*** Opening of Extracted data ***
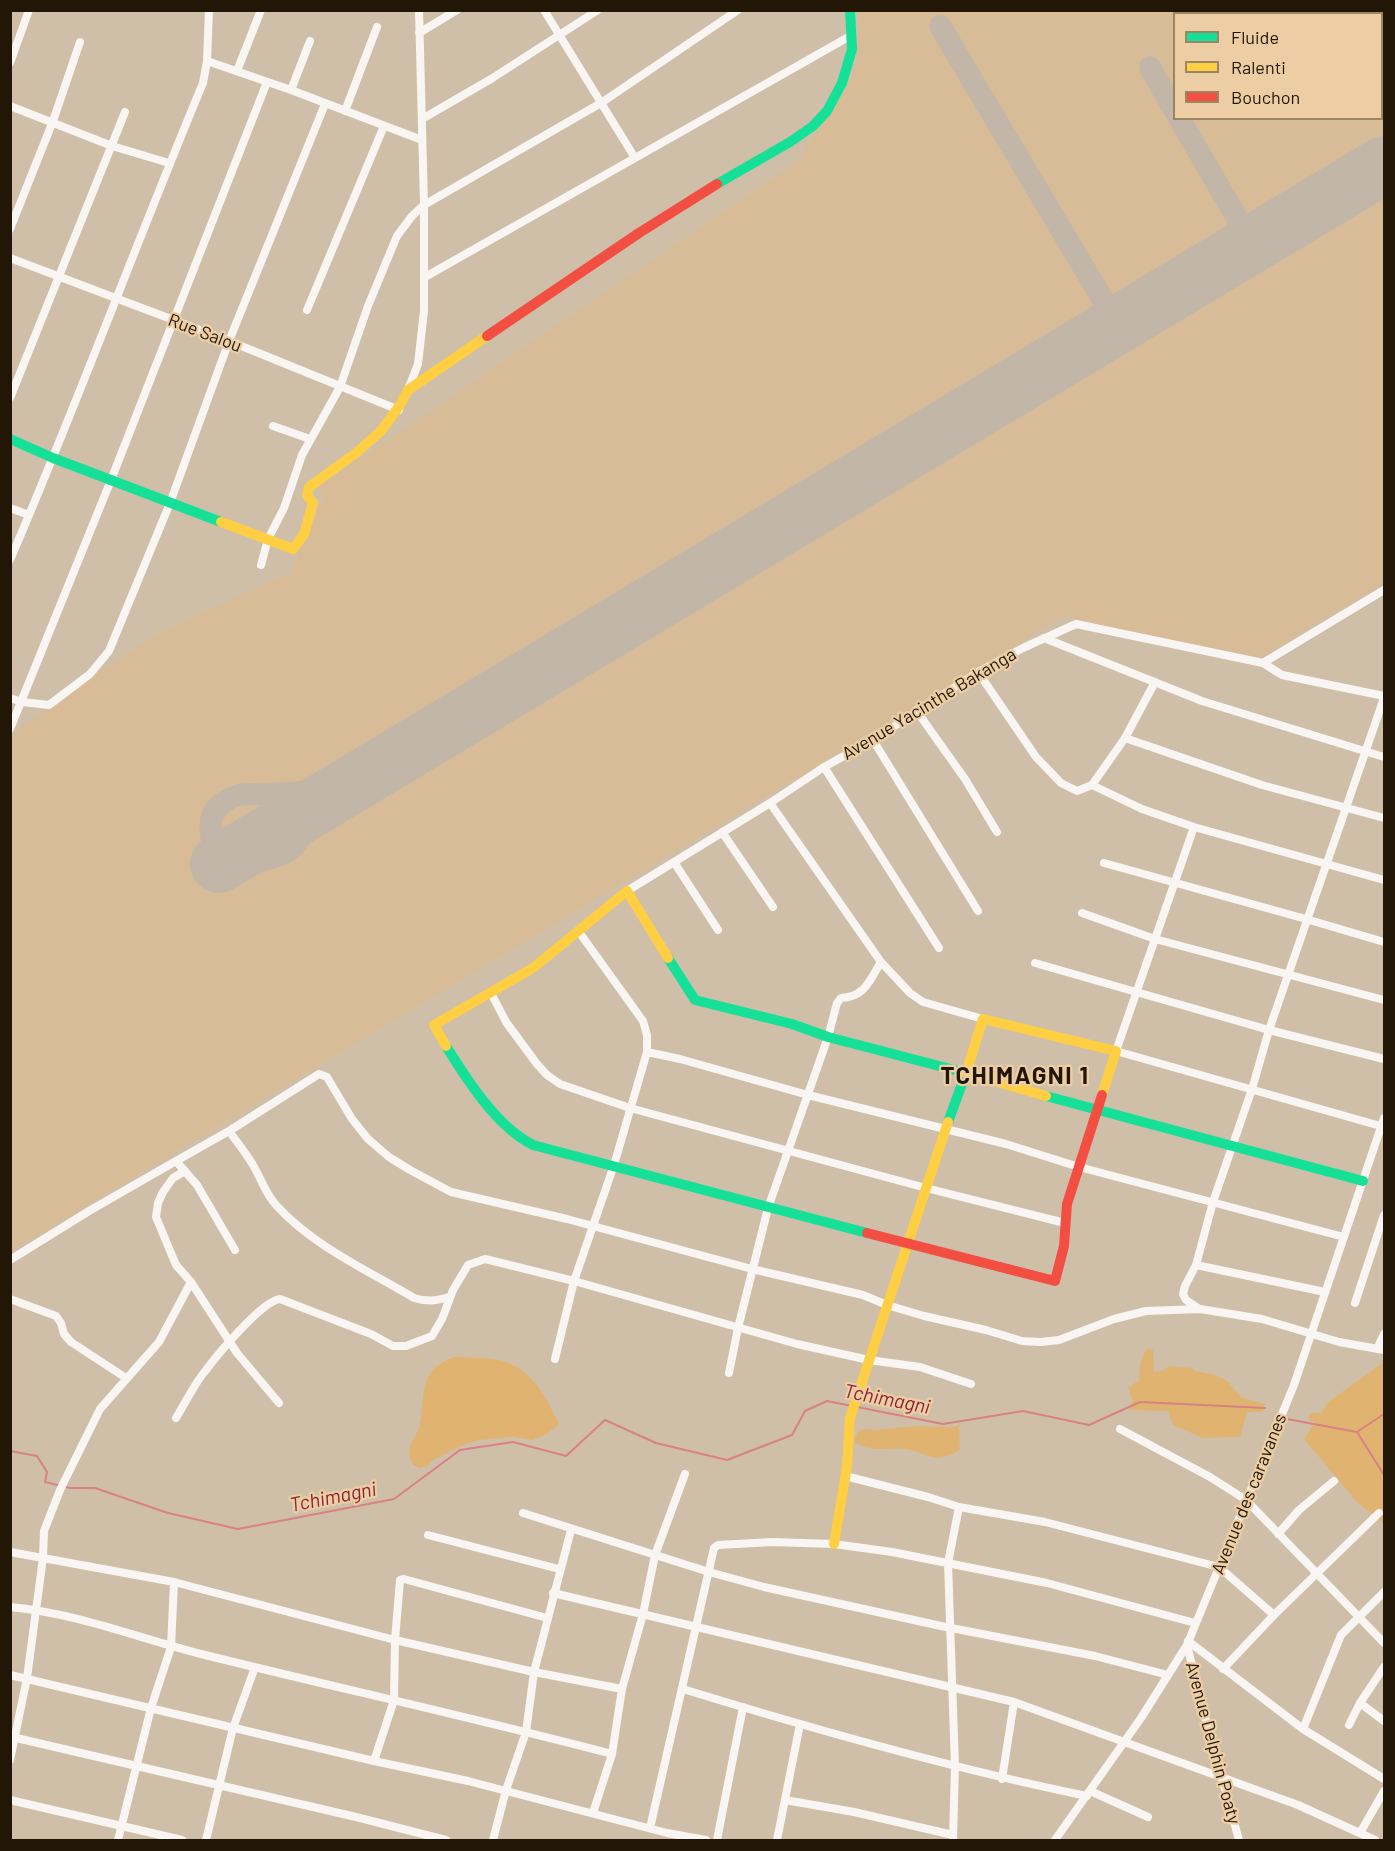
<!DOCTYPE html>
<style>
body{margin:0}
#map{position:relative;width:1395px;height:1851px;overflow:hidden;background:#d0bfa8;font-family:Barlow,sans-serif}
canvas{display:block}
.frame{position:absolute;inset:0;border:12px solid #221707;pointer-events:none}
.legend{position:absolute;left:1173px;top:12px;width:210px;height:108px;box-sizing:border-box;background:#edcea4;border:2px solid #9c8565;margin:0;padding:8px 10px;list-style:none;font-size:18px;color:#221707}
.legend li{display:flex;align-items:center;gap:12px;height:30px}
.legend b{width:30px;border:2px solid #9c8565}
</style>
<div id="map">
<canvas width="1395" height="1851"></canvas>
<div class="frame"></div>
<ul class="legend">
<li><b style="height:8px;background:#16e098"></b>Fluide</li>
<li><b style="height:8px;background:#ffcf43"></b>Ralenti</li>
<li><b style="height:8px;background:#f24e42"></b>Bouchon</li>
</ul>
</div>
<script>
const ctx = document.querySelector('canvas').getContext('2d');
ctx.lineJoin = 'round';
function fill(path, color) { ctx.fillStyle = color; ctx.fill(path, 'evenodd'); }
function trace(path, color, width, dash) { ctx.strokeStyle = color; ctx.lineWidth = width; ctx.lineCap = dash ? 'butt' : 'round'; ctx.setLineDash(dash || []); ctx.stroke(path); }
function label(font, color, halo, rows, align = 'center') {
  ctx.font = font + ' Barlow,sans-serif'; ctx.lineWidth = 4.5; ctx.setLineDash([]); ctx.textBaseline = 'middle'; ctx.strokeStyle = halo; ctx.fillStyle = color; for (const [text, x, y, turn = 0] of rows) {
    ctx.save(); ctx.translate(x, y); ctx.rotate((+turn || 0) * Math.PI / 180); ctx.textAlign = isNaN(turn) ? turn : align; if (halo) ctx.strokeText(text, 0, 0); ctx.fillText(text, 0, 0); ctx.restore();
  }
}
const built = new Path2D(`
 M858 11H1384V583L1261 657 1176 642 1063 616 943 690 11 1251V734L156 634 291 572 324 496 315 490 324 483 794 164 846 90 857 64ZM1174 14H1382V118H1174Z`);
const green = new Path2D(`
 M1149 1348 1153 1350 1154 1372 1162 1371 1170 1366 1192 1368 1195 1371 1215 1375 1226 1380 1242 1398 1265 1404 1263 1412H1247L1240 1437 1203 1438 1173 1425 1168 1411 1129 1410 1133 1401 1128 1388 1139 1380C1140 1369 1139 1356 1149 1348Z
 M454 1357C469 1358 493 1357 506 1362 535 1373 546 1398 559 1424L547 1434 532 1440 512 1437 479 1440 463 1445 433 1460 427 1466 419 1468 412 1464C411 1460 409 1454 409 1450 410 1441 419 1433 420 1423 426 1391 418 1370 454 1357Z
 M1384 1362V1524L1357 1502 1304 1439 1315 1422 1309 1420V1416L1312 1413H1321L1328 1402Z
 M962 1424 959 1427 960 1449C954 1454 946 1457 938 1458 930 1458 919 1452 911 1450 890 1445 874 1455 855 1442V1438L859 1431 863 1429 876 1430 914 1426 952 1427Z`);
const stream = new Path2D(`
 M857 1407 943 1424 1023 1411 1089 1425 1140 1402 1265 1408
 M1287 1419 1357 1432 1384 1414
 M1357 1432 1384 1475
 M10 1451 37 1456 47 1472 45 1482 70 1488H95L168 1513 238 1529 394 1499 460 1450 513 1442 566 1456 605 1420 656 1443 727 1460 792 1435 805 1411 827 1401 852 1406`);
const taxiway = new Path2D(`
 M940 26 1118 325
 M1150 67 1174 110
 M1179 118 1252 244
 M306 812C305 818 305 825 303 831 292 864 247 862 219 864 215 850 206 829 213 814 217 805 229 798 239 795 249 793 260 795 271 794 296 793 321 790 346 788`);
const runway = new Path2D(`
 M219 864 1384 165`);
const street = new Path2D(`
 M544 10 635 158
 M419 33 457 10
 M207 61 209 10
 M10 63 29 10
 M237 71 261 10
 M291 90 310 41
 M10 106 112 146 169 163
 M345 111 377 27
 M422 119 491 79 598 10
 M10 229 53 121 80 42
 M10 258 229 341 399 410
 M425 277 852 35
 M307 310 384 126
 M408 390 418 364 424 311V205L419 10
 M10 398 125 112
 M273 426 310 439
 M10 508 29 515
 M10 560C78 402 137 241 203 83L207 61 291 90 422 140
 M261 565 268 539 284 508 302 455 340 387 368 306 397 236 412 216 424 205 601 103 738 10
 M1044 638 1202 701 1384 757
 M1263 663 1282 675 1384 696
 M978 672 1036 757 1061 783 1077 791 1092 785 1125 738 1155 682
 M10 698 22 702 49 705 90 674 109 651 170 503 229 341 325 104
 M916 710 965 779 997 832
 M10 729 111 480 267 82
 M1125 738 1262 785 1384 818
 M873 740 978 911
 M824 767 939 948
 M1092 785 1142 809 1194 827 1384 880
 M1194 827 1116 1051 1384 1127
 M722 832 773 907
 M674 862 718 930
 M1104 863 1306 919 1384 942
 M627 891 770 803
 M1082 913 1155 939 1384 1000
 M1035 963 1269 1030 1384 1059
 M491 993 506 1022 537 1064 547 1075 560 1084 630 1108 926 1188 1065 1223
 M983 1019 923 1002 910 993 881 962 770 803 824 767 873 740 978 672 1023 648 1076 624 1263 663 1384 590
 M647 1052 680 1059 808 1095 1006 1144 1079 1167 1344 1237
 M229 1131C237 1142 246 1153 253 1165 261 1178 265 1193 276 1205 313 1246 367 1270 414 1298 427 1302 436 1301 449 1297
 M185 1171 173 1178 163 1192 158 1203 156 1217 176 1265 191 1282 237 1353 279 1403
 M235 1250 197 1185 176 1161 229 1131 319 1074 327 1077 352 1119 368 1139 389 1157 410 1170 451 1192 567 1219 752 1269 863 1295 887 1305 924 1316 986 1330 1022 1341 1041 1342 1059 1340 1114 1319 1146 1311 1200 1309 1262 1319 1339 1342 1384 1350
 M10 1260 89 1211 176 1161
 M1196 1265 1325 1292
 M10 1299 56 1316 61 1323 64 1334 71 1342 126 1378
 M1355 1303 1384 1215
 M1198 1308 1186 1300 1183 1294 1185 1286 1196 1265 1213 1202 1252 1089 1269 1030 1384 698
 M1377 1349 1384 1334
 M555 1359 574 1281 614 1165 647 1052V1035L643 1021 579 932
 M729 1373 738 1328 768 1208 828 1037 837 1003 841 998C865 997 869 981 881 962
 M176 1418C186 1402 194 1384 206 1370 218 1354 262 1301 280 1299L371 1334 393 1346H406L432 1336 442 1319 453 1290 468 1265 485 1259 574 1281 797 1344 869 1360 920 1367 971 1384
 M1120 1429 1210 1477 1246 1500 1384 1643
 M845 1476 928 1497 959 1507 1045 1522 1219 1567 1274 1615
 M523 1513 709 1572 764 1587 941 1626 1095 1656 1168 1675
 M1278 1534 1299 1510 1334 1481
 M428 1535 559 1569
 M10 1552 174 1582 395 1640 534 1672 622 1689
 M553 1593 1014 1702 1298 1805 1375 1840
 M10 1607C78 1613 143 1640 209 1656 343 1689 478 1719 612 1754
 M1188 1641 1303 1729 1384 1779
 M1187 1645 1205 1717 1239 1840
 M1223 1669 1274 1615 1379 1513
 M10 1675 374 1761 468 1781 667 1833 706 1840
 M683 1689C816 1730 950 1768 1087 1796
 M1360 1703 1384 1721
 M1349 1725 1360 1703 1384 1667
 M1303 1729 1341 1635 1384 1592
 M12 1737 356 1817 446 1840
 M10 1760 27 1678 43 1558 44 1531 60 1490 100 1409 159 1342 191 1282
 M374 1761 394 1700 395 1640 400 1580 404 1579 547 1618
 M1002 1779 1014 1702
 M1090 1791 1148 1817
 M10 1800 182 1840
 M785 1800 854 1812 953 1835
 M593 1813 612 1754 622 1689 643 1614 655 1555 685 1474
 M650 1828 714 1548 718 1545 772 1542 834 1544 892 1552 1047 1583 1195 1623
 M1360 1833 1384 1791
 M118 1840 151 1708 171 1647 174 1582
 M206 1840 233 1728 255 1667
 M493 1840 506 1790 526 1732 534 1672 571 1530
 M717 1840 743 1707
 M777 1840 800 1724
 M953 1840 955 1766 948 1563 959 1507
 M1055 1840 1141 1718 1187 1645 1294 1385 1384 1118`);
const fast = new Path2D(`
 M717 184 790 142 813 126 827 111 842 83 852 49 850 10
 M10 439 53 458 221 522
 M668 958 695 1000 792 1024 828 1037 966 1073 948 1122
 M446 1046C467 1080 497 1127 533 1145L867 1233
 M1046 1096 1363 1181`);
const slow = new Path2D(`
 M221 522 293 549 304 534 313 503 307 495 309 487 356 453 381 431 400 405 408 390 487 336
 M446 1046 434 1025 533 968 627 891 668 958
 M1046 1096 966 1073 983 1019 1116 1051 1102 1095
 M834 1544 847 1466 850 1418 948 1122`);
const jam = new Path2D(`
 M487 336 639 233 717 184
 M867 1233 1055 1281 1064 1246 1067 1204 1102 1095`);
const streetNames = [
 ["Rue Salou",205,333,21],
 ["Avenue Yacinthe Bakanga",929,704,-31],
 ["Avenue des caravanes",1249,1494,-68],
 ["Avenue Delphin Poaty",1213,1743,75]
];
const waterNames = [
 ["Tchimagni",887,1399,11],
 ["Tchimagni",333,1497,-11]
];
const districtNames = [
 ["TCHIMAGNI 1",1015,1076]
];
fill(built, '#d7bc97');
fill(green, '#e0b470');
trace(stream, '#d98183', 2);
trace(taxiway, '#c1b6a8', 22);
trace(runway, '#c1b6a8', 58);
trace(street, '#f8f5f2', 8);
trace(fast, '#16e098', 10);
trace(slow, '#ffcf43', 10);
trace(jam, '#f24e42', 10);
label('18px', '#221707', '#edcea4', streetNames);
label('italic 20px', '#8d2035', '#edcea4', waterNames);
ctx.letterSpacing = '1.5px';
label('bold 24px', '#221707', '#edcea4', districtNames);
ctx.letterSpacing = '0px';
</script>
*** Close of Extracted data ***
=== Work item ===
Return a copy of every line in the records that includes the string "center".

=== Task response ===
.legend li{display:flex;align-items:center;gap:12px;height:30px}
function label(font, color, halo, rows, align = 'center') {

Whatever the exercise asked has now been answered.